I agree that patients will need to assume the responsibility of carrying and sharing the information about themselves. However, experience tells us that not everyone is able or willing to do so. It will need cultural and political climate changes to encourage that development.
When we can collect data that are not directly what the philosophers would call “theory-laden,” we may be able to refine our crude methods of patient diagnosis and care. I look forward to that day. If patients are the carrier of those data, it will be easier to obtain and use for analysis.
We also need to design and implement methods specifically for handling very large and “messy” clinical data. For example, we need to understand the context of missing data and errors to get a better picture of ground truth. A lab result may be missed because there is no indication for it, practice preference, an alternative method of assessing, or a failure of data entry.
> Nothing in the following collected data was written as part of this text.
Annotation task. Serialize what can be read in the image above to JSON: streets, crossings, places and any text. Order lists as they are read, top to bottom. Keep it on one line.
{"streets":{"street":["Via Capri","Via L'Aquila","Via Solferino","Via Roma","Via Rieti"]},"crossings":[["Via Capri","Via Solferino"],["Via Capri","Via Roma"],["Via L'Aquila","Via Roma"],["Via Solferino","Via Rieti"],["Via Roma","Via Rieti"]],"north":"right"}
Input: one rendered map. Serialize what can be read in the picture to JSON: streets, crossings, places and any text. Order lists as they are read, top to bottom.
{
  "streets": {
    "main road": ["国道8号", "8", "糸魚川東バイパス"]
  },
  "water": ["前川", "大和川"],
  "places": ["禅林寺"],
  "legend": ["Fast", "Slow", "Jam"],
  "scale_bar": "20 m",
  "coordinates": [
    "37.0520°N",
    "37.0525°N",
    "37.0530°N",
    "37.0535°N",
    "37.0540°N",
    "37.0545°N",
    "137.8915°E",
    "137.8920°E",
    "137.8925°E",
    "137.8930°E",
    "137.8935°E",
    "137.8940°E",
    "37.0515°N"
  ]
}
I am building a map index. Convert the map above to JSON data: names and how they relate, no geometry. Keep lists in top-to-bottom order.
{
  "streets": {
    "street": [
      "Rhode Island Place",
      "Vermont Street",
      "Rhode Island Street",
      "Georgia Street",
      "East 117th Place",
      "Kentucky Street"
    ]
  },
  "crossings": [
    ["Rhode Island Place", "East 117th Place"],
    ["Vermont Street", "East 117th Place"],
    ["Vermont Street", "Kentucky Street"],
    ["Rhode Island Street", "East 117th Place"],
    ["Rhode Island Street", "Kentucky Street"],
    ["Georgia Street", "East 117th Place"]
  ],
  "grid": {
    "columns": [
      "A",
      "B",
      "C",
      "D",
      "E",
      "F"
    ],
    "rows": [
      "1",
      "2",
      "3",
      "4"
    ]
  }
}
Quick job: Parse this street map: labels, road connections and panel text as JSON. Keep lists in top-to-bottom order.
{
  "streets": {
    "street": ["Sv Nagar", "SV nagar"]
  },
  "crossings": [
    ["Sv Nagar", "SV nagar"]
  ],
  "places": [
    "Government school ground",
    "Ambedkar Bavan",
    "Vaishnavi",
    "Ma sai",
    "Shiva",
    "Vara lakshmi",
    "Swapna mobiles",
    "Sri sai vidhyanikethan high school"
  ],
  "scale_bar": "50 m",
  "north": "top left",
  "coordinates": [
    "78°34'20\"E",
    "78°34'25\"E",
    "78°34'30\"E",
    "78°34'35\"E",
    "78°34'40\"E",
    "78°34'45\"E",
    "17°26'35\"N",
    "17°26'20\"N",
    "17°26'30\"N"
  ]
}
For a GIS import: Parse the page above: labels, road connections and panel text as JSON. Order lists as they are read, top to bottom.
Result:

Imagine how much more difficult a chess game will be, if a human player or a chess engine could only observe some squares on the board at irregular time intervals with some error or distortion of the observation.
Further, we do not have an operational definition of “ground truth” in health care; a simple proposal is that one feature of ground truth is that it has predictive value—something that will be valued by clinicians and patients alike.
Google has demonstrated that they can use lots of data to predict likely values for missing data in other areas ; however, it is yet to be determined whether this might work in medicine, but it is probably worth a trial. Irrespective of whether we can use large volumes of data to impute missing values, exploring how to handle the problem of absent observations is crucial, especially whenever we try to apply the results of data-driven approaches to individual patients.
Another thought is that data that are missing, for any reason, are an observation in itself; the fact that the data were not obtained and recorded may be important. Think of the finding that the day and time of a test were more predictive of outcome than the result of the test . We know that the data that are missing will have some predictive value.
On a different note, explanation of the data-driven models is critical to not only their adoption but also their impact . Predicting that a patient will have certain adverse events in the next several days or years is desirable. It may be argued that it is even more important to know the modifiable factors that can reduce risk and enhance outcome. Since deep learning models can be highly nonlinear, we have the opportunity to discover novel and complex patterns.
I agree that explaining the prediction is critical; it is something that separates health care from, say, recognizing whether an image is a dog or a cat. However, I think you meant to say predicting a patient will probably have some adverse outcome. Nothing in life is certain except that it will end. However, we can say “it appears this behavior or finding will likely have an effect on your future” and hopefully be able to express some degree of confidence in that prediction.
Learning how to express the confidence in a prediction is also important. How many folks really understand the statistics behind the predictions that occur today? What are the underlying assumptions behind any probabilistic model? It is more likely that with more frequent use and familiarity with the use of measures derived for AI models will lead to their acceptance.
I agree. These are all steps to be taken in order to optimize the use of big data through AI to improve medical care.
As a parting thought, we need to be cautious about how intrusive data-driven approaches might be in the care process. Although McDonald  demonstrated that performance in care improves with reminders [ ], the later experience has been one of too many reminders, leading to alert fatigue. When caregivers choose to override and ignore helpful information because of overload, have we accomplished anything?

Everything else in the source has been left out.